_The task:_ Going line by line through the records below, count those with the word "bold" and give only the count.

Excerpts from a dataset
• • • •

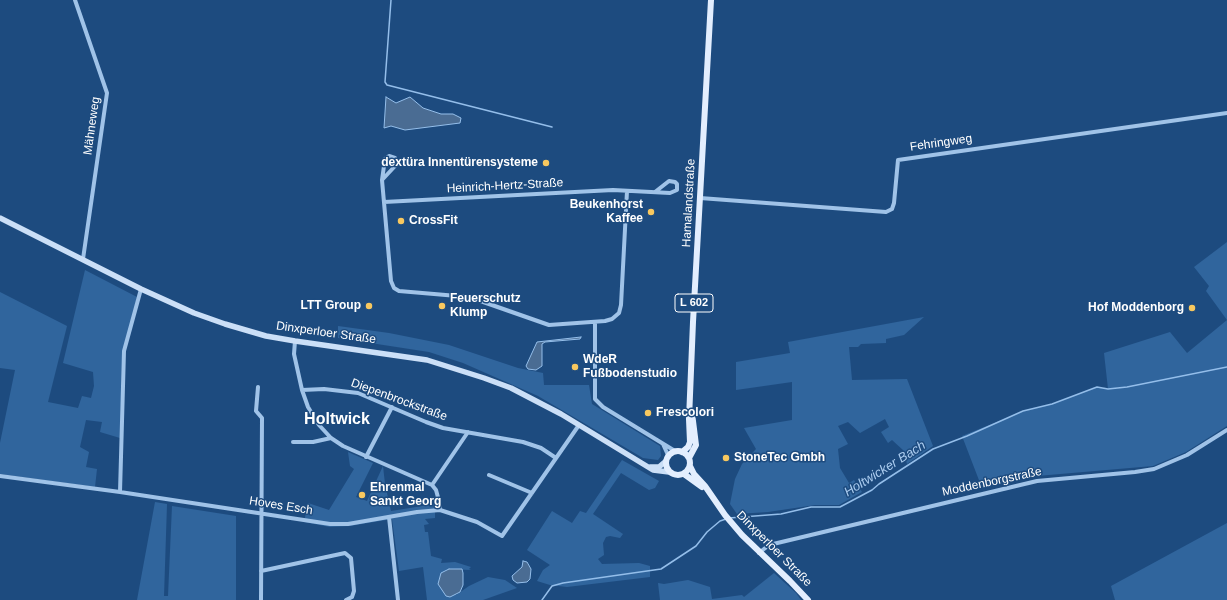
<!DOCTYPE html>
<meta charset="utf-8">
<style>
body{margin:0}
canvas{display:block;background:#1d4b7f}
</style>
<canvas width="1227" height="600"></canvas>
<script>
const g = document.querySelector('canvas').getContext('2d');
g.lineJoin = 'round';
function paint(path, color) { g.fillStyle = color; g.fill(path, 'evenodd'); }
const shape = rows => new Path2D(rows.map(r => 'M' + r).join(''));
function trace(path, color, width, dash) { g.strokeStyle = color; g.lineWidth = width; g.lineCap = dash ? 'butt' : 'round'; g.setLineDash(dash || []); g.stroke(path); }
function drawText(font, color, halo, rows, align = 'center') {
  g.font = font + ' Arial,sans-serif'; g.lineWidth = 3; g.setLineDash([]); g.textBaseline = 'middle'; g.strokeStyle = halo; g.fillStyle = color; for (const [text, x, y, turn = 0] of rows) {
    g.save(); g.translate(x, y); g.rotate((+turn || 0) * Math.PI / 180); g.textAlign = isNaN(turn) ? turn : align; if (halo) g.strokeText(text, 0, 0); g.fillText(text, 0, 0); g.restore();
  }
}
paint(shape([
 [1227,242,1227,426,1186,452,1153,466,1037,476,982,488,962,436,1024,411,1052,404,1097,387,1108,389,1104,353,1170,332,1187,353,1227,320,1206,291,1209,286,1194,267],
 [85,270,137,297,122,359,120,438,100,432,102,422,86,420,80,447,89,452,86,467,97,469,95,487,0,474,0,443,15,370,0,368,0,292,67,326,48,402,78,408,82,396,91,398,94,386,93,372,63,363],
 [924,317,904,335,886,339,886,343,861,344,858,347,849,347,852,380,907,379,933,446,907,464,903,450,892,440,888,443,881,432,889,427,885,419,860,433,848,422,838,426,848,444,838,449,840,468,849,483,854,480,862,492,839,505,815,505,768,512,737,514,730,504,735,479,742,464,756,449,744,428,792,420,792,382,736,390,736,362,790,353,788,342],
 [338,326,389,333,449,345,518,368,543,373,544,385,589,385,592,404,660,446,661,456,658,460,643,458,538,396,463,363,429,352,338,338],
 [348,452,373,463,356,497,367,501,383,466,385,484,391,511,435,504,435,518,425,519,429,524,424,525,425,532,428,532,431,556,442,559,441,563,455,562,471,567,469,569,471,570,449,569,456,595,469,586,488,577,505,580,517,588,483,600,427,600,423,567,399,571,392,519,350,526,330,527,304,522,308,503,329,510,354,469,350,466],
 [622,460,659,481,655,488,649,490,621,473,593,514,623,534,620,538,610,536,606,537,603,543,604,555,598,559,602,564,639,563,650,566,650,577,567,587,550,585,537,581,543,570,550,565,527,550,552,511,572,523,580,511,586,513],
 [155,502,167,504,164,596,168,596,172,506,236,516,236,600,137,600],
 [1227,523,1227,600,1115,600,1111,586],
 [774,573,796,593,801,600,660,600,658,583,664,584,688,580,710,587,712,599,742,595,744,597]
]), '#30659d');
const water = shape([
 [386,97,396,103,410,97,423,108,441,114,453,114,461,118,460,123,405,130,391,126,384,128,386,97],
 [581,337,580,339,545,342,542,344,542,366,536,370,528,369,526,366,537,342,581,337],
 [523,561,527,562,531,569,530,579,527,582,517,583,513,580,512,576,522,567,523,561],
 [449,569,462,569,463,573,463,585,460,592,450,597,446,596,438,584,441,573,449,569]
]);
paint(water, '#4a6c93');
trace(water, '#94beea', 1);
trace(shape([
 [391,0,385,82,387,85,552,127],
 [729,518,781,514,811,507,840,507,872,490,879,484,933,449,967,436,1023,411,1052,404,1097,387,1108,389,1127,387,1227,367],
 [542,600,552,586,563,583,661,569,696,546,707,532,720,521,726,519]
]), '#94beea', 1.5);
trace(shape([
 [75,0,107,93,83,259],
 [382,180,385,159,389,156,395,158,396,165,382,180,391,281,394,288,399,291,469,297,549,325,605,321,612,319,619,313,621,305,627,191],
 [700,198,886,212,892,209,894,203,898,160,1227,113],
 [384,202,613,190,670,193,677,190,677,184,675,182,669,181,655,192],
 [595,322,595,399,603,407,675,451],
 [295,341,294,354,302,390,308,407,319,425,331,438,343,446,432,485,436,490,439,501,440,510],
 [258,387,256,411,262,418,261,600],
 [302,390,324,389,358,393,426,422,443,428,523,442,541,448,556,458],
 [293,442,313,442,331,438],
 [663,444,668,455],
 [366,457,392,407],
 [489,475,532,493],
 [0,476,120,492,330,524,348,524,417,512,440,510,477,522,502,536,579,425],
 [432,485,468,432],
 [120,492,124,351,141,289],
 [389,517,398,600],
 [759,553,769,545,1037,481,1135,472,1154,469,1187,455,1227,430],
 [261,571,345,553,351,558,354,591,352,597,346,600]
]), '#a0c3e8', 4);
trace(shape([
 [0,218,141,289,194,313,225,324,266,336,295,341,427,360,484,378,511,388,561,414,653,470,669,472],
 [650,467,659,467,666,461]
]), '#cbdff7', 5.5);
trace(shape([
 '666 463a12 12 0 1 1 24 0a12 12 0 1 1-24 0Z',
 [682,452,688,447,690,442,689,419,693,322,711,0],
 [689,458,696,445,692,413],
 [690,466,694,474,705,486,725,515,742,535,790,581,808,600],
 [684,474,702,487]
]), '#e3eefe', 6);
for (const [x, y, r, color] of [
 [546,163,4,"#f8c85f"],
 [651,212,4,"#f8c85f"],
 [401,221,4,"#f8c85f"],
 [369,306,4,"#f8c85f"],
 [442,306,4,"#f8c85f"],
 [1192,308,4,"#f8c85f"],
 [575,367,4,"#f8c85f"],
 [648,413,4,"#f8c85f"],
 [726,458,4,"#f8c85f"],
 [362,495,4,"#f8c85f"]
]) { const dot = new Path2D(); dot.arc(x, y, r, 0, 2 * Math.PI); g.fillStyle = color; g.fill(dot); trace(dot, '#1d4b7f', 1.5); }
for (const [x, y, w] of [
 [694,303,38]
]) { const box = new Path2D(); box.roundRect(x - w / 2, y - 9, w, 18, 3); g.fillStyle = '#1d4b7f'; g.fill(box); trace(box, '#fff', 1); }
drawText('bold 11px', '#fff', null, [
 ["L 602",694,303]
]);
drawText('12px', '#fff', '#1d4b7f', [
 ["Mähneweg",92,126,-82],
 ["Fehringweg",941,143,-8],
 ["Heinrich-Hertz-Straße",505,186,-3],
 ["Hamalandstraße",689,203,-87],
 ["Dinxperloer Straße",326,333,8],
 ["Diepenbrockstraße",399,400,20],
 ["Moddenborgstraße",992,482,-12],
 ["Hoves Esch",281,506,9],
 ["Dinxperloer Straße",774,549,45]
]);
drawText('bold 12px', '#fff', '#1d4b7f', [
 ["dextüra Innentürensysteme",538,163,"right"],
 ["Beukenhorst",643,205,"right"],
 ["Kaffee",643,219,"right"],
 ["CrossFit",409,221],
 ["Feuerschutz",450,299],
 ["Klump",450,313],
 ["LTT Group",361,306,"right"],
 ["Hof Moddenborg",1184,308,"right"],
 ["WdeR",583,360],
 ["Fußbodenstudio",583,374],
 ["Frescolori",656,413],
 ["StoneTec Gmbh",734,458],
 ["Ehrenmal",370,488],
 ["Sankt Georg",370,502]
], 'left');
drawText('italic 13px', '#accdf0', '#1d4b7f', [
 ["Holtwicker Bach",885,469,-32]
]);
drawText('bold 16px', '#fff', '#1d4b7f', [
 ["Holtwick",337,420]
]);
</script>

• • • •

_Solved exercise:_ 3